● Records for this task:
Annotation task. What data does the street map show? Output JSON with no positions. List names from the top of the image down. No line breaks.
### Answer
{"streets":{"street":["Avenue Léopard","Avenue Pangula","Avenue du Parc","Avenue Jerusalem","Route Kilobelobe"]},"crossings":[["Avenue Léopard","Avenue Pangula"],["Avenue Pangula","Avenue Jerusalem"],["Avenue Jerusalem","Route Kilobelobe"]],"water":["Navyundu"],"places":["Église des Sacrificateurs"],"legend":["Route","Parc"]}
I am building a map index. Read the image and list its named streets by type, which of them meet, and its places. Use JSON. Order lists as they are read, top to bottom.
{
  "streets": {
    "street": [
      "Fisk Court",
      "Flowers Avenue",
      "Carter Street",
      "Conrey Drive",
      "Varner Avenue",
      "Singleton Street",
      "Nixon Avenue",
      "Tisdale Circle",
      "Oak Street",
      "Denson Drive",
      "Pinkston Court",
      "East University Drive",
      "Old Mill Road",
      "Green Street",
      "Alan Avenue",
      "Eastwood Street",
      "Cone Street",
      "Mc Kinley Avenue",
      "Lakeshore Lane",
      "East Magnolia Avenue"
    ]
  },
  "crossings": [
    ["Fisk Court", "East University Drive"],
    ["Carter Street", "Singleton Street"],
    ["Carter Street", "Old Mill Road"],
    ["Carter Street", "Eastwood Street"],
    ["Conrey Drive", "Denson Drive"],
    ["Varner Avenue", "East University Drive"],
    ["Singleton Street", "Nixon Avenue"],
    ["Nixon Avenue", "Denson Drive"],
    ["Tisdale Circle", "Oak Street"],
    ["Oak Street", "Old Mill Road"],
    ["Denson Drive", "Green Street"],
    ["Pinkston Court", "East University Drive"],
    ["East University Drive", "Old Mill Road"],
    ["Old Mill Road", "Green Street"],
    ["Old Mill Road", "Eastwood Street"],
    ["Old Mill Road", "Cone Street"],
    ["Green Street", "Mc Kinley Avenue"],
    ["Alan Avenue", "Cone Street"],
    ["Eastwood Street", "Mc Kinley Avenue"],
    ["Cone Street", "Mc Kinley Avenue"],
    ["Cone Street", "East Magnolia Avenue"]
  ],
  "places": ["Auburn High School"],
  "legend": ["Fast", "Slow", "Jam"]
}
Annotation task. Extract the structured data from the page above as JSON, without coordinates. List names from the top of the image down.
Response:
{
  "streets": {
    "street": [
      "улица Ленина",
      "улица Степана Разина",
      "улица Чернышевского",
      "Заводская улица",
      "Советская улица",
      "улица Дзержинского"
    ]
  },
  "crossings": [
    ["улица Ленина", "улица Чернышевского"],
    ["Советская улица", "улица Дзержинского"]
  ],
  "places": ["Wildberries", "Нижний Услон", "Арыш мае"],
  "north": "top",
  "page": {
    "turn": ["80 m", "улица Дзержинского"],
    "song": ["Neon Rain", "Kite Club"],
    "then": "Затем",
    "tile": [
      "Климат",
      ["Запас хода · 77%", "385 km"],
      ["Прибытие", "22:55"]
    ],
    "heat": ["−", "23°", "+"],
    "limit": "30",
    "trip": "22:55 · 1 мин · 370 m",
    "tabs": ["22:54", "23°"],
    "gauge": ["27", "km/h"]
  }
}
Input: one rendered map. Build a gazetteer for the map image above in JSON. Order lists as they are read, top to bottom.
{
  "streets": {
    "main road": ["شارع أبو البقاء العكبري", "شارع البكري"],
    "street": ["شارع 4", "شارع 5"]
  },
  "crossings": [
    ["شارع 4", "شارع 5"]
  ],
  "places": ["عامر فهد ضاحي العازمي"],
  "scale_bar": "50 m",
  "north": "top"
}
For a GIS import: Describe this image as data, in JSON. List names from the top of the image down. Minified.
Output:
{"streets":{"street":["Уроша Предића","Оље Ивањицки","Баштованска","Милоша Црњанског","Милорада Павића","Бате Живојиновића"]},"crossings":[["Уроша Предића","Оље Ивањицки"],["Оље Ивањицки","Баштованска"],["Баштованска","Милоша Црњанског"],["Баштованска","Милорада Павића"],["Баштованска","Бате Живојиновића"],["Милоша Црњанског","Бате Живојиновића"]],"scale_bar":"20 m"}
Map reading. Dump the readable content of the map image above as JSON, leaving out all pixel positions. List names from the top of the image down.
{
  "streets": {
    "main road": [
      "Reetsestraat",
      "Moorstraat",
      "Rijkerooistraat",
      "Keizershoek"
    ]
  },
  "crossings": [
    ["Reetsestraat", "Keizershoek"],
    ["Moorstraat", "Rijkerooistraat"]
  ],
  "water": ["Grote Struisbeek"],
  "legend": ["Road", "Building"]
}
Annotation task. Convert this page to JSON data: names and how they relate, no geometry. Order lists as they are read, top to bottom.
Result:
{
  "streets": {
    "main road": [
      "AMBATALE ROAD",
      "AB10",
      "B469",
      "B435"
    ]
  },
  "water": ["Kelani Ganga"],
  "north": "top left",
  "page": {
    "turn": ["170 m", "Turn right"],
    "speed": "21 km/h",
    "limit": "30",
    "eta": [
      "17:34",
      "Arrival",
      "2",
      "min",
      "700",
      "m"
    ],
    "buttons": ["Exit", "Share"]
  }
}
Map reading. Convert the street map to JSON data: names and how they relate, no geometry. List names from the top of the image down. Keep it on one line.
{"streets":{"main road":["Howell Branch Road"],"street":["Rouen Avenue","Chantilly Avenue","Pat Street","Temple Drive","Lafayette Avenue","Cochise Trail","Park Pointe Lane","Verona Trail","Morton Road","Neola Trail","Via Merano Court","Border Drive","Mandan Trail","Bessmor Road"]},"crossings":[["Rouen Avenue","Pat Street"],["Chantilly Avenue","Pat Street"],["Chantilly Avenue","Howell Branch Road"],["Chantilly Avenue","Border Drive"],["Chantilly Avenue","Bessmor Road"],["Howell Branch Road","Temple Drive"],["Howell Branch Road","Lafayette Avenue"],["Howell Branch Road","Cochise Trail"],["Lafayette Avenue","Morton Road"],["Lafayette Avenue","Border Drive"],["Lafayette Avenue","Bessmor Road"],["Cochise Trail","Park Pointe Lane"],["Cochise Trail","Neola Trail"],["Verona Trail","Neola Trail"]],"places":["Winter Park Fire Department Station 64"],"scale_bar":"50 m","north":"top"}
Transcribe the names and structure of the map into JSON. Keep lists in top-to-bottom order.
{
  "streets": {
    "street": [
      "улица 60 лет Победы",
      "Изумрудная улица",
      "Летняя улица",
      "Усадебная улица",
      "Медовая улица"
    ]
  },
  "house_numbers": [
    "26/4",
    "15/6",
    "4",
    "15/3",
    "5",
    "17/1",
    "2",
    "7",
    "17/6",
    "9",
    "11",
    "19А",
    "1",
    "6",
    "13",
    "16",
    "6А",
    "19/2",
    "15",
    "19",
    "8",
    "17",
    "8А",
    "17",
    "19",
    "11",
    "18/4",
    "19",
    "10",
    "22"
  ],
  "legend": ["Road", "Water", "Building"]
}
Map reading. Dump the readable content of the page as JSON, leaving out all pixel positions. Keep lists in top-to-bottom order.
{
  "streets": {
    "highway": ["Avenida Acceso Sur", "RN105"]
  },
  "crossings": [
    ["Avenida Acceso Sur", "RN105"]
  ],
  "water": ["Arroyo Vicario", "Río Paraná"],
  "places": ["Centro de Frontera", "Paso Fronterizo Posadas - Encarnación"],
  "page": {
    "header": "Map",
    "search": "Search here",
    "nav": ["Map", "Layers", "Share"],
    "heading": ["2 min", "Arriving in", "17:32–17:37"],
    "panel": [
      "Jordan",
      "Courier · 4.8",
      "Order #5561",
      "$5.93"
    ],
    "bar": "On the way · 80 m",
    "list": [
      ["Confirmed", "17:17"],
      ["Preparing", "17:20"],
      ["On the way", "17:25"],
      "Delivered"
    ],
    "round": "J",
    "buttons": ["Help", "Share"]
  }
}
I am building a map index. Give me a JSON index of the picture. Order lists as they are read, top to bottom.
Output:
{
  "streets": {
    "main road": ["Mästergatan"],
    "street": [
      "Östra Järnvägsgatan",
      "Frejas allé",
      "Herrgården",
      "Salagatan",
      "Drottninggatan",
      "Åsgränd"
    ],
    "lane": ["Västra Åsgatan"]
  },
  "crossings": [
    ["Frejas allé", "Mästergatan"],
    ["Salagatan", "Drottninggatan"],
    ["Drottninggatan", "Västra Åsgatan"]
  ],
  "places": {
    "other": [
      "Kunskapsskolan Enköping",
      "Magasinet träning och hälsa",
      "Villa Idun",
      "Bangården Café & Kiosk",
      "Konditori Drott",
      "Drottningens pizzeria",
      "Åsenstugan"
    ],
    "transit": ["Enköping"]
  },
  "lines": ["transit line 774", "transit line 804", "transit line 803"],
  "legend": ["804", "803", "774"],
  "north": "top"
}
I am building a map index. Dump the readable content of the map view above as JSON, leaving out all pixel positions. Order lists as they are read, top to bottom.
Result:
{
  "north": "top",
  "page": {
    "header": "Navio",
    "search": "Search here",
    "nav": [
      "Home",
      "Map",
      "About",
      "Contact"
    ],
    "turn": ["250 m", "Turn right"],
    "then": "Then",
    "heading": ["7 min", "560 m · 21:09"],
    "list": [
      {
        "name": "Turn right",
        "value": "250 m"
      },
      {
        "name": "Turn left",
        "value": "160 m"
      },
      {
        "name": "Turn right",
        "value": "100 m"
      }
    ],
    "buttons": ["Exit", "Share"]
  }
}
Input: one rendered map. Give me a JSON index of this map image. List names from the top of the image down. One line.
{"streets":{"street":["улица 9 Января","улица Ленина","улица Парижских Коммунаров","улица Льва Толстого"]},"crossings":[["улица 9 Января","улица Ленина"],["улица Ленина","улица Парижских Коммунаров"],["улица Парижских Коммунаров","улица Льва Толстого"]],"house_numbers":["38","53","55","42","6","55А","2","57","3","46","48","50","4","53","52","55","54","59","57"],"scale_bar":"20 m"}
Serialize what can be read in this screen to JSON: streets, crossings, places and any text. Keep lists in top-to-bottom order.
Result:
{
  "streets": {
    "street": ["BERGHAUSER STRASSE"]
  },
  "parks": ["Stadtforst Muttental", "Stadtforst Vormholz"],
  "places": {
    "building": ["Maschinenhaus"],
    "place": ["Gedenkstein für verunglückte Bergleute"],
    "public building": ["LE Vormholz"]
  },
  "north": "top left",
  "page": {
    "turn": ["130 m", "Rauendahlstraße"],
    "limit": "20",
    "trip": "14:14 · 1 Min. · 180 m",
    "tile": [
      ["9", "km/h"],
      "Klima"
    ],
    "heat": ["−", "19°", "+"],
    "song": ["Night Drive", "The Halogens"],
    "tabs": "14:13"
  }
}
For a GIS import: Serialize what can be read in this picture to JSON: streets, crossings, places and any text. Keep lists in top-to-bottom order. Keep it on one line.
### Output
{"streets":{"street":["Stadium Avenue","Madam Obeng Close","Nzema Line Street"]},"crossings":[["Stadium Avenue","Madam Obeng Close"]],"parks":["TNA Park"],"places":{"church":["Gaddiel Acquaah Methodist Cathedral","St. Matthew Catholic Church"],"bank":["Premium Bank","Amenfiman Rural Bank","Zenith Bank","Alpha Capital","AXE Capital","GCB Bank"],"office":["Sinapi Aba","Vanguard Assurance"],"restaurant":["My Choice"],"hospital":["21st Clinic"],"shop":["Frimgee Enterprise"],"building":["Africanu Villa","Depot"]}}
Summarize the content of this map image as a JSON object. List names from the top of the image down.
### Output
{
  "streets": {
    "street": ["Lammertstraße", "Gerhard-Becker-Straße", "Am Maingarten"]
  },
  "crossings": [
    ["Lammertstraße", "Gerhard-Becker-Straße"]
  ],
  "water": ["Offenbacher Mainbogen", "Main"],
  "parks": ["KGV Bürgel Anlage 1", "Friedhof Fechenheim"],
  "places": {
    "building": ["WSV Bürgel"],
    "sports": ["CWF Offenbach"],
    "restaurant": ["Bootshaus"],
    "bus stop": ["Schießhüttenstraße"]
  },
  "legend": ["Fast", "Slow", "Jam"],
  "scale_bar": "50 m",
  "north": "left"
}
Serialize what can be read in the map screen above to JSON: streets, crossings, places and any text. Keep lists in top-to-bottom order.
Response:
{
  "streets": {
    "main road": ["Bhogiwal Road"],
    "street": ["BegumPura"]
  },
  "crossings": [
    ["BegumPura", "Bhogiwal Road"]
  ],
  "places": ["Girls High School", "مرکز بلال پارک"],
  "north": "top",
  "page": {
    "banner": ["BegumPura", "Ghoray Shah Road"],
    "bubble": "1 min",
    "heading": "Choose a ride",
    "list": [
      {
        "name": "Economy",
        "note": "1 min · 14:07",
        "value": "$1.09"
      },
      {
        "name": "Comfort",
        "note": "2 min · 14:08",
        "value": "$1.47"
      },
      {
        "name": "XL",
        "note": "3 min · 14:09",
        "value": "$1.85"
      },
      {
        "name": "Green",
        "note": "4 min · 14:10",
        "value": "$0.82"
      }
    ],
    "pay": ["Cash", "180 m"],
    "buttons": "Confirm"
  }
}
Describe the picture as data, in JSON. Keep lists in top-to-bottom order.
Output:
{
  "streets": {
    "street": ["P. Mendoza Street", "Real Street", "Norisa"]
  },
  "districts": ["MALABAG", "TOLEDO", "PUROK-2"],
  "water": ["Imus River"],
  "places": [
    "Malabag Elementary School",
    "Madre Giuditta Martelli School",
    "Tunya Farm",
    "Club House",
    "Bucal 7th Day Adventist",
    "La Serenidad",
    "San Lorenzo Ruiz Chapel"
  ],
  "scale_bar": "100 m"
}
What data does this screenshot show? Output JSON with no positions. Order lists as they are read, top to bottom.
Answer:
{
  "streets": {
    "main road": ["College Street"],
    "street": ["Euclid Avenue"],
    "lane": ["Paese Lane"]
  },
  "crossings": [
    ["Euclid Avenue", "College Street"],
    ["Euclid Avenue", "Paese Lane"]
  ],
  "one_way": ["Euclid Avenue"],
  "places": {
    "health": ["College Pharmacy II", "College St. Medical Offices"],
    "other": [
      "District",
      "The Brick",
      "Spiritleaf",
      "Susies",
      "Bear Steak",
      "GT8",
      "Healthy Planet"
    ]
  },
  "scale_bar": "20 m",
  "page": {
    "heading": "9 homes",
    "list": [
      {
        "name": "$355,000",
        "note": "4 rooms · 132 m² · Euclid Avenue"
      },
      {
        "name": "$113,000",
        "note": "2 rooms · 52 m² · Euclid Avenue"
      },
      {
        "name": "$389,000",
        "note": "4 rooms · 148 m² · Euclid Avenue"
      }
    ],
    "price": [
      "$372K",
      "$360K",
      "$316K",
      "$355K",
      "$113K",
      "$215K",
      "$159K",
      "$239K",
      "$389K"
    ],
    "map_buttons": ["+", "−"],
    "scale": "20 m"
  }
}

● Problem description:
Beginning with the line that holds "What data does this" and ending with the last line of the material, output each line exactly and nothing beyond them.

● Output for this exercise:
What data does this screenshot show? Output JSON with no positions. Order lists as they are read, top to bottom.
Answer:
{
  "streets": {
    "main road": ["College Street"],
    "street": ["Euclid Avenue"],
    "lane": ["Paese Lane"]
  },
  "crossings": [
    ["Euclid Avenue", "College Street"],
    ["Euclid Avenue", "Paese Lane"]
  ],
  "one_way": ["Euclid Avenue"],
  "places": {
    "health": ["College Pharmacy II", "College St. Medical Offices"],
    "other": [
      "District",
      "The Brick",
      "Spiritleaf",
      "Susies",
      "Bear Steak",
      "GT8",
      "Healthy Planet"
    ]
  },
  "scale_bar": "20 m",
  "page": {
    "heading": "9 homes",
    "list": [
      {
        "name": "$355,000",
        "note": "4 rooms · 132 m² · Euclid Avenue"
      },
      {
        "name": "$113,000",
        "note": "2 rooms · 52 m² · Euclid Avenue"
      },
      {
        "name": "$389,000",
        "note": "4 rooms · 148 m² · Euclid Avenue"
      }
    ],
    "price": [
      "$372K",
      "$360K",
      "$316K",
      "$355K",
      "$113K",
      "$215K",
      "$159K",
      "$239K",
      "$389K"
    ],
    "map_buttons": ["+", "−"],
    "scale": "20 m"
  }
}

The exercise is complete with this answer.